**The problem**
Reprint every line of the data, keeping each character intact.

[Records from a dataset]
::::
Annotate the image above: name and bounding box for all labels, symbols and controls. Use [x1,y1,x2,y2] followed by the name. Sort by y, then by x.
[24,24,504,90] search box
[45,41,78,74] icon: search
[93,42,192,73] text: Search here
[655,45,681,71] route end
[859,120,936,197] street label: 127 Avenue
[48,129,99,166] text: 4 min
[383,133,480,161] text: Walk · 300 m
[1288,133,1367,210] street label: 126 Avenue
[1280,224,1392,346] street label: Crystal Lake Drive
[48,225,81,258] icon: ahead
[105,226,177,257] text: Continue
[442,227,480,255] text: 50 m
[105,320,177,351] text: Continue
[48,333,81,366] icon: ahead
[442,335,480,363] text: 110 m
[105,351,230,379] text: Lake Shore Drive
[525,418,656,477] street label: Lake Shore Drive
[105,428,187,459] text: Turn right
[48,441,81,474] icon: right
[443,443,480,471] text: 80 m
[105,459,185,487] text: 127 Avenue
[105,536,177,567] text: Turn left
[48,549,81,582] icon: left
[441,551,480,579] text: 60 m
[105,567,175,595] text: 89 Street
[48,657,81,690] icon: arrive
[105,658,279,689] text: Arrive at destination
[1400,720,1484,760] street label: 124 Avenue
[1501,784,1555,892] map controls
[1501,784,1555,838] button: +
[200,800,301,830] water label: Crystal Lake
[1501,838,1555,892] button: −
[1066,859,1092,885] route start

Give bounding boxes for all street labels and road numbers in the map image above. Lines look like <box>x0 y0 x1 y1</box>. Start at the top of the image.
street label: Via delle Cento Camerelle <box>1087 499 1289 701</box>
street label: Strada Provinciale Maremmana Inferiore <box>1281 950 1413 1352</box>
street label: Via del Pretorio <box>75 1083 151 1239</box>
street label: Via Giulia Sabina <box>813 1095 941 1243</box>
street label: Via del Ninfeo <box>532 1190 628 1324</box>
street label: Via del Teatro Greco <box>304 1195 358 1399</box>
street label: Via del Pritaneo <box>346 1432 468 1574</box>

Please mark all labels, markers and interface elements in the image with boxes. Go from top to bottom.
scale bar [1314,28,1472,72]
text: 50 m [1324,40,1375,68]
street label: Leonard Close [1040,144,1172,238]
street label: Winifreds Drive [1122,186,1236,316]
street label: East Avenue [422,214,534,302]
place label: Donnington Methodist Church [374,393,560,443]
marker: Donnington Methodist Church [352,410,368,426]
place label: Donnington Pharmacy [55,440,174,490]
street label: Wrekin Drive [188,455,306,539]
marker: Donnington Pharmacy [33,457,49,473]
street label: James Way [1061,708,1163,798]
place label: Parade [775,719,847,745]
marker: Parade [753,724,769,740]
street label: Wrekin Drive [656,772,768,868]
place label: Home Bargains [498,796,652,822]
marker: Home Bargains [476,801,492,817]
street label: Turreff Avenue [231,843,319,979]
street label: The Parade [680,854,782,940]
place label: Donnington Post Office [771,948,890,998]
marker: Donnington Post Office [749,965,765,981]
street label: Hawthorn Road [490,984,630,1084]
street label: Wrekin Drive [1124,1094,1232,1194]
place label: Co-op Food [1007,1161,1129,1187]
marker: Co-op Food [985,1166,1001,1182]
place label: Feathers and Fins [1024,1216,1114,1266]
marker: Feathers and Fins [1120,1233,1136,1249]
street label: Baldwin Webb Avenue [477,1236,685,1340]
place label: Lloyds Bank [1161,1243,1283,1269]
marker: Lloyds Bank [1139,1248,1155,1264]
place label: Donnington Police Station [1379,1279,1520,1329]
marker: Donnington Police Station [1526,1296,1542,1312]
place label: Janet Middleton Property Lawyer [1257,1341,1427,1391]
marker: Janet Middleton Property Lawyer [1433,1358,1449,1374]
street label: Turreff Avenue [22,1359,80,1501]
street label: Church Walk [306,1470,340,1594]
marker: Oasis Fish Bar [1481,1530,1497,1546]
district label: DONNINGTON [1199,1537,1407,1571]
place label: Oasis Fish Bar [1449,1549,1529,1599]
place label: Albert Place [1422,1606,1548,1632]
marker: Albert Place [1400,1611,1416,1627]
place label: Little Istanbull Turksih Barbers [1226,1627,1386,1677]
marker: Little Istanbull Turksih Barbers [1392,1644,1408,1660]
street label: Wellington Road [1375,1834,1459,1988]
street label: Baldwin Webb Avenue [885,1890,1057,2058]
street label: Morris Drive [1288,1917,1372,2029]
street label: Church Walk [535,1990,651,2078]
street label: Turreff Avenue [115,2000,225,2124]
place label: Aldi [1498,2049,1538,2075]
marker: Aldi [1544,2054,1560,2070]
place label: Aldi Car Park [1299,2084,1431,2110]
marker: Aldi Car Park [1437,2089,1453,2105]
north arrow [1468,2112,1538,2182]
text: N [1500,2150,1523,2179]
::::
**Finished exercise**
Annotate the image above: name and bounding box for all labels, symbols and controls. Use [x1,y1,x2,y2] followed by the name. Sort by y, then by x.
[24,24,504,90] search box
[45,41,78,74] icon: search
[93,42,192,73] text: Search here
[655,45,681,71] route end
[859,120,936,197] street label: 127 Avenue
[48,129,99,166] text: 4 min
[383,133,480,161] text: Walk · 300 m
[1288,133,1367,210] street label: 126 Avenue
[1280,224,1392,346] street label: Crystal Lake Drive
[48,225,81,258] icon: ahead
[105,226,177,257] text: Continue
[442,227,480,255] text: 50 m
[105,320,177,351] text: Continue
[48,333,81,366] icon: ahead
[442,335,480,363] text: 110 m
[105,351,230,379] text: Lake Shore Drive
[525,418,656,477] street label: Lake Shore Drive
[105,428,187,459] text: Turn right
[48,441,81,474] icon: right
[443,443,480,471] text: 80 m
[105,459,185,487] text: 127 Avenue
[105,536,177,567] text: Turn left
[48,549,81,582] icon: left
[441,551,480,579] text: 60 m
[105,567,175,595] text: 89 Street
[48,657,81,690] icon: arrive
[105,658,279,689] text: Arrive at destination
[1400,720,1484,760] street label: 124 Avenue
[1501,784,1555,892] map controls
[1501,784,1555,838] button: +
[200,800,301,830] water label: Crystal Lake
[1501,838,1555,892] button: −
[1066,859,1092,885] route start

Give bounding boxes for all street labels and road numbers in the map image above. Lines look like <box>x0 y0 x1 y1</box>. Start at the top of the image.
street label: Via delle Cento Camerelle <box>1087 499 1289 701</box>
street label: Strada Provinciale Maremmana Inferiore <box>1281 950 1413 1352</box>
street label: Via del Pretorio <box>75 1083 151 1239</box>
street label: Via Giulia Sabina <box>813 1095 941 1243</box>
street label: Via del Ninfeo <box>532 1190 628 1324</box>
street label: Via del Teatro Greco <box>304 1195 358 1399</box>
street label: Via del Pritaneo <box>346 1432 468 1574</box>

Please mark all labels, markers and interface elements in the image with boxes. Go from top to bottom.
scale bar [1314,28,1472,72]
text: 50 m [1324,40,1375,68]
street label: Leonard Close [1040,144,1172,238]
street label: Winifreds Drive [1122,186,1236,316]
street label: East Avenue [422,214,534,302]
place label: Donnington Methodist Church [374,393,560,443]
marker: Donnington Methodist Church [352,410,368,426]
place label: Donnington Pharmacy [55,440,174,490]
street label: Wrekin Drive [188,455,306,539]
marker: Donnington Pharmacy [33,457,49,473]
street label: James Way [1061,708,1163,798]
place label: Parade [775,719,847,745]
marker: Parade [753,724,769,740]
street label: Wrekin Drive [656,772,768,868]
place label: Home Bargains [498,796,652,822]
marker: Home Bargains [476,801,492,817]
street label: Turreff Avenue [231,843,319,979]
street label: The Parade [680,854,782,940]
place label: Donnington Post Office [771,948,890,998]
marker: Donnington Post Office [749,965,765,981]
street label: Hawthorn Road [490,984,630,1084]
street label: Wrekin Drive [1124,1094,1232,1194]
place label: Co-op Food [1007,1161,1129,1187]
marker: Co-op Food [985,1166,1001,1182]
place label: Feathers and Fins [1024,1216,1114,1266]
marker: Feathers and Fins [1120,1233,1136,1249]
street label: Baldwin Webb Avenue [477,1236,685,1340]
place label: Lloyds Bank [1161,1243,1283,1269]
marker: Lloyds Bank [1139,1248,1155,1264]
place label: Donnington Police Station [1379,1279,1520,1329]
marker: Donnington Police Station [1526,1296,1542,1312]
place label: Janet Middleton Property Lawyer [1257,1341,1427,1391]
marker: Janet Middleton Property Lawyer [1433,1358,1449,1374]
street label: Turreff Avenue [22,1359,80,1501]
street label: Church Walk [306,1470,340,1594]
marker: Oasis Fish Bar [1481,1530,1497,1546]
district label: DONNINGTON [1199,1537,1407,1571]
place label: Oasis Fish Bar [1449,1549,1529,1599]
place label: Albert Place [1422,1606,1548,1632]
marker: Albert Place [1400,1611,1416,1627]
place label: Little Istanbull Turksih Barbers [1226,1627,1386,1677]
marker: Little Istanbull Turksih Barbers [1392,1644,1408,1660]
street label: Wellington Road [1375,1834,1459,1988]
street label: Baldwin Webb Avenue [885,1890,1057,2058]
street label: Morris Drive [1288,1917,1372,2029]
street label: Church Walk [535,1990,651,2078]
street label: Turreff Avenue [115,2000,225,2124]
place label: Aldi [1498,2049,1538,2075]
marker: Aldi [1544,2054,1560,2070]
place label: Aldi Car Park [1299,2084,1431,2110]
marker: Aldi Car Park [1437,2089,1453,2105]
north arrow [1468,2112,1538,2182]
text: N [1500,2150,1523,2179]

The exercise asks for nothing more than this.